● **TASK REQUIREMENTS**:
Would you please return the lines of the entries below starting at the line that has "514 779 517" and ending at the line that has "572 683 574", both included, exactly as they are?

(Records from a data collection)
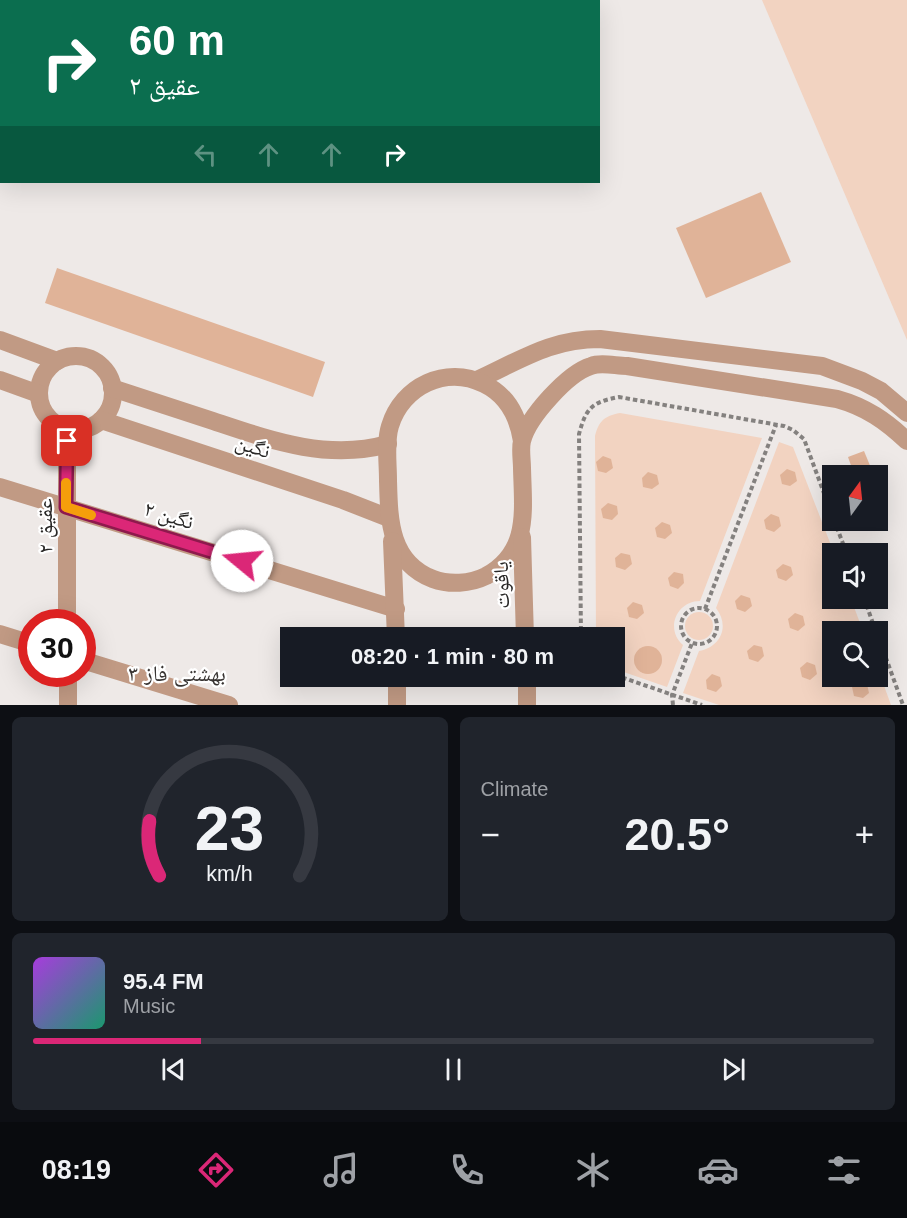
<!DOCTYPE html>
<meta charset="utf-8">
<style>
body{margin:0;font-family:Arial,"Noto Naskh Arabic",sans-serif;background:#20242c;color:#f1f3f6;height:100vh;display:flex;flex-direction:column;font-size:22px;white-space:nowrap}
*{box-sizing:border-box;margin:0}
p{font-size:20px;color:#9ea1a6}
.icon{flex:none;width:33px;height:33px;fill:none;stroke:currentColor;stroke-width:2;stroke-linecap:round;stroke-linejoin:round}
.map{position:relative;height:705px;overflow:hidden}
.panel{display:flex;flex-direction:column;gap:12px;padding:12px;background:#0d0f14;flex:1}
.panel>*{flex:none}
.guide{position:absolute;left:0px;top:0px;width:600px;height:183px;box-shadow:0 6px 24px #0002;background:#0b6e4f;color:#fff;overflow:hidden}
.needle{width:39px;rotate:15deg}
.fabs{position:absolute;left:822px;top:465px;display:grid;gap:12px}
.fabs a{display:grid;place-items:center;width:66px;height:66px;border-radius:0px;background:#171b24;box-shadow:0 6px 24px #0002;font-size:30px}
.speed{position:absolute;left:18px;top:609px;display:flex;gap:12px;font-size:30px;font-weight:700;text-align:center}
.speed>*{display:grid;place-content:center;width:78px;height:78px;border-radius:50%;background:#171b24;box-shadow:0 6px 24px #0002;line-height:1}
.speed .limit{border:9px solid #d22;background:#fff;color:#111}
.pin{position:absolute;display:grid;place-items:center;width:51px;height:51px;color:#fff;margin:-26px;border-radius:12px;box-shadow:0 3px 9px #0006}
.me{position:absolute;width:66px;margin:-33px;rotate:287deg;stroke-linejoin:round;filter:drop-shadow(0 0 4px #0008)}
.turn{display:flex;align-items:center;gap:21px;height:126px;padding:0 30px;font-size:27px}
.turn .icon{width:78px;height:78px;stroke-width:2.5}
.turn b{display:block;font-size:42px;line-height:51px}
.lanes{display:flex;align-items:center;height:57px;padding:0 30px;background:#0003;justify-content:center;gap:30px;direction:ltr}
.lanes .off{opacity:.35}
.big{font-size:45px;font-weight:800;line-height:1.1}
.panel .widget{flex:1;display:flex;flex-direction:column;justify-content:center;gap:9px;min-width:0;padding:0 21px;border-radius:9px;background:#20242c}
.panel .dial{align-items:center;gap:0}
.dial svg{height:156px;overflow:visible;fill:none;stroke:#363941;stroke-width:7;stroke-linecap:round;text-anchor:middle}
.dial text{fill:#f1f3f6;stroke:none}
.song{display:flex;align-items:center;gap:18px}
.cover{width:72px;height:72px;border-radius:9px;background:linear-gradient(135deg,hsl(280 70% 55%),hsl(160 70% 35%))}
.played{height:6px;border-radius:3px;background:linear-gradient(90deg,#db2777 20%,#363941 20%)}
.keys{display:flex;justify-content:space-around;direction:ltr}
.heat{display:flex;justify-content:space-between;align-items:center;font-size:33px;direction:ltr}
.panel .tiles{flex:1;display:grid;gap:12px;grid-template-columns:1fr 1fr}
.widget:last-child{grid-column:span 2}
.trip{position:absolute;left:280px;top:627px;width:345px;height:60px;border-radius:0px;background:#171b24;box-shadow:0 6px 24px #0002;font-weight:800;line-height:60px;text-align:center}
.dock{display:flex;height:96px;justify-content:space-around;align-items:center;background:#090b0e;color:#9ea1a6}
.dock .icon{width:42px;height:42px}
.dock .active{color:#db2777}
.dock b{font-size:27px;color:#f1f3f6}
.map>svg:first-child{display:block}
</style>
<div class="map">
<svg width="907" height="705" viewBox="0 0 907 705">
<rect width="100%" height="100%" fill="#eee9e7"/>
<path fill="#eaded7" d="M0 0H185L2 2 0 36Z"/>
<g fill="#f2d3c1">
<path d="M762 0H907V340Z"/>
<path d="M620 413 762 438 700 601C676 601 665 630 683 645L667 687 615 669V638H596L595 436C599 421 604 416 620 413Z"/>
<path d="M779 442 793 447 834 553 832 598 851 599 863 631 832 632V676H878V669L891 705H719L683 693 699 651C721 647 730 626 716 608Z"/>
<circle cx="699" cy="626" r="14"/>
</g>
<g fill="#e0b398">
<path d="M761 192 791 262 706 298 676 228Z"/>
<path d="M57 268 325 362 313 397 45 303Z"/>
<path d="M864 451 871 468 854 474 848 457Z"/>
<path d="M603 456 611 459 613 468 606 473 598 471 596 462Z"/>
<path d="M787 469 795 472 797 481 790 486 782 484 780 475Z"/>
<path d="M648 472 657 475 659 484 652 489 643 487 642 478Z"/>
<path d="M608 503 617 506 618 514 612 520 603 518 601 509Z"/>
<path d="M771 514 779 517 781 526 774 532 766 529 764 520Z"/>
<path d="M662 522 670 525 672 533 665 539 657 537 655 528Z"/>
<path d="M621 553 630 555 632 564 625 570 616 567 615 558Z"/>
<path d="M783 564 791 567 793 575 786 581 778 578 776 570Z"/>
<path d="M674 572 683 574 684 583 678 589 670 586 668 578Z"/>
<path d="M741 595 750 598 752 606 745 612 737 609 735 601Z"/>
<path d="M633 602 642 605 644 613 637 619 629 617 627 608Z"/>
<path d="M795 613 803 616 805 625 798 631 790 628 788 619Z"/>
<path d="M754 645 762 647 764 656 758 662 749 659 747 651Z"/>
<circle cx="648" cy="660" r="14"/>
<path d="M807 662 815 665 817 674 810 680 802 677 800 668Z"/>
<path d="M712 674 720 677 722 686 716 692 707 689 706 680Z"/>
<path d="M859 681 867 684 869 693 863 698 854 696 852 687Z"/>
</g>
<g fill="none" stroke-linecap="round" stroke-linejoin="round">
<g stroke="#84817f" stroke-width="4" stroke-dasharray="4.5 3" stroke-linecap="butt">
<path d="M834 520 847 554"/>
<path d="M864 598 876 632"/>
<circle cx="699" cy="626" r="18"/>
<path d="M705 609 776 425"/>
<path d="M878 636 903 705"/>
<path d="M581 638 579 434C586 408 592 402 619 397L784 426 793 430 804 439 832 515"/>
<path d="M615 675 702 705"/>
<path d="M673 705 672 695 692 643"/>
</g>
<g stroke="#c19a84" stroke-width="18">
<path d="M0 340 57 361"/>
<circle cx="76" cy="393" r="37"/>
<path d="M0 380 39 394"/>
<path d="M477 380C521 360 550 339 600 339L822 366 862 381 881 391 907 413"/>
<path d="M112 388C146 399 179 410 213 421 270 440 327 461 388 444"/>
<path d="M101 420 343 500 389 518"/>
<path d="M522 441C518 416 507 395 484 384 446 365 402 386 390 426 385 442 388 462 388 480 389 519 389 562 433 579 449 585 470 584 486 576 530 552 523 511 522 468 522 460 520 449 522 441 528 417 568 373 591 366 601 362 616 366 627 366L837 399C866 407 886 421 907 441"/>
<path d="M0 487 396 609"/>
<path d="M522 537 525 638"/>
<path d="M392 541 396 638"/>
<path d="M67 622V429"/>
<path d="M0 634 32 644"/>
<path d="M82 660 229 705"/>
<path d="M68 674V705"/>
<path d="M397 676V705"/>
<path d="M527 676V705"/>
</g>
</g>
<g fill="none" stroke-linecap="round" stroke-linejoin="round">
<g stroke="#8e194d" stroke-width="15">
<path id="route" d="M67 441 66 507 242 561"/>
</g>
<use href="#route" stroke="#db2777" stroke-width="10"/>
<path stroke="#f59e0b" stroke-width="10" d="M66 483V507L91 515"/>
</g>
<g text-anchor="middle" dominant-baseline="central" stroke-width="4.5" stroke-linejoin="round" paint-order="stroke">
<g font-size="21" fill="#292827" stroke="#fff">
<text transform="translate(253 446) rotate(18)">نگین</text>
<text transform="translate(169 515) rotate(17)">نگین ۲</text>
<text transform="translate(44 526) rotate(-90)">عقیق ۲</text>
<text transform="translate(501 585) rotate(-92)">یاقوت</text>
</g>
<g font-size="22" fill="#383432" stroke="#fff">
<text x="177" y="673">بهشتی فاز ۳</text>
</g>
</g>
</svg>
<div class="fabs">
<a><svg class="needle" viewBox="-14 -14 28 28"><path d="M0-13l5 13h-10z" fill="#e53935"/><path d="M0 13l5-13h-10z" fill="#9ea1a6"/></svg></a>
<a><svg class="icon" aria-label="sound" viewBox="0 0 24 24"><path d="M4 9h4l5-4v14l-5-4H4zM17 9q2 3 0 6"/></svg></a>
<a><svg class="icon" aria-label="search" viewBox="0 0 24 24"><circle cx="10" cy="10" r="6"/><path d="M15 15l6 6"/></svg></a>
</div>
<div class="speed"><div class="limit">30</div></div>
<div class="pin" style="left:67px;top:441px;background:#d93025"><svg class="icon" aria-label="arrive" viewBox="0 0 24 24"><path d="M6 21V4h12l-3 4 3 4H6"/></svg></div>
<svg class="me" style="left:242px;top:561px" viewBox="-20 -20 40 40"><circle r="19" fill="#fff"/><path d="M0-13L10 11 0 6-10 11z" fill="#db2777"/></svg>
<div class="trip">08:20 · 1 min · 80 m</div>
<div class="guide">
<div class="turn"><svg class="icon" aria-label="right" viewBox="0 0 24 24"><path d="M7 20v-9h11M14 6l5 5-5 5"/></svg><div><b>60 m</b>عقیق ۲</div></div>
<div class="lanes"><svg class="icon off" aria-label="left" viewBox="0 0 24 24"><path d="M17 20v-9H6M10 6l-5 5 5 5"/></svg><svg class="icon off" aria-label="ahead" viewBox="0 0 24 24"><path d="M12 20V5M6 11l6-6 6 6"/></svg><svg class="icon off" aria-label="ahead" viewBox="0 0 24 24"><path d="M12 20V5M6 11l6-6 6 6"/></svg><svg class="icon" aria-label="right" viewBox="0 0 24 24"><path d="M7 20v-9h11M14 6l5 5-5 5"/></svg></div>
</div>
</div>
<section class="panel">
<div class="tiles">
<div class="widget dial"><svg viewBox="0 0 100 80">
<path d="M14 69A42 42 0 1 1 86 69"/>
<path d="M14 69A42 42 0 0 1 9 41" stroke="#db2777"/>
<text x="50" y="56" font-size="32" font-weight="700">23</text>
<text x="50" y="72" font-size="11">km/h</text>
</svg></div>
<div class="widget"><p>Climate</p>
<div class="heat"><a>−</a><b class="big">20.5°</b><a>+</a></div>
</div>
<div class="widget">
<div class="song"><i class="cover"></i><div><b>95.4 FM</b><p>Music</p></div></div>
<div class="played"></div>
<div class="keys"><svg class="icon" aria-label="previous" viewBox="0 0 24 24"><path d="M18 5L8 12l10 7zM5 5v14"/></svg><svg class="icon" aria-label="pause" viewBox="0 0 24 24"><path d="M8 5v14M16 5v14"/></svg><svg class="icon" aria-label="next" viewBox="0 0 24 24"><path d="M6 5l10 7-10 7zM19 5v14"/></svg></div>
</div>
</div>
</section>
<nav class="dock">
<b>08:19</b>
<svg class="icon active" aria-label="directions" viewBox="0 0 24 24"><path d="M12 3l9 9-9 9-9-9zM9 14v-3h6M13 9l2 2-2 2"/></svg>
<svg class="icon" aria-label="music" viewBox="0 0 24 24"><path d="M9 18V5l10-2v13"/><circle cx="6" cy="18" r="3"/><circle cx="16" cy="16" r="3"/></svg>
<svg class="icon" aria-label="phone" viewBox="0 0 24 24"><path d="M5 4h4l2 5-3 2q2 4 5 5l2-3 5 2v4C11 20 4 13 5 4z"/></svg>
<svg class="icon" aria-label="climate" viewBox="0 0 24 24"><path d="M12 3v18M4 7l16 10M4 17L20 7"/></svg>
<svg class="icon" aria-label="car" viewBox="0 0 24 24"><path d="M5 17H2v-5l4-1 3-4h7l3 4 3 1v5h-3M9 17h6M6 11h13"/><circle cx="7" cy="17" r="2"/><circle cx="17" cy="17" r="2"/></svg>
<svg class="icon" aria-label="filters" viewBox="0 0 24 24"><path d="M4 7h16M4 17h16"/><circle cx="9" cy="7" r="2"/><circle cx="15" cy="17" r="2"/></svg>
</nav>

● **SOLUTION FOR THIS EXERCISE**:
<path d="M771 514 779 517 781 526 774 532 766 529 764 520Z"/>
<path d="M662 522 670 525 672 533 665 539 657 537 655 528Z"/>
<path d="M621 553 630 555 632 564 625 570 616 567 615 558Z"/>
<path d="M783 564 791 567 793 575 786 581 778 578 776 570Z"/>
<path d="M674 572 683 574 684 583 678 589 670 586 668 578Z"/>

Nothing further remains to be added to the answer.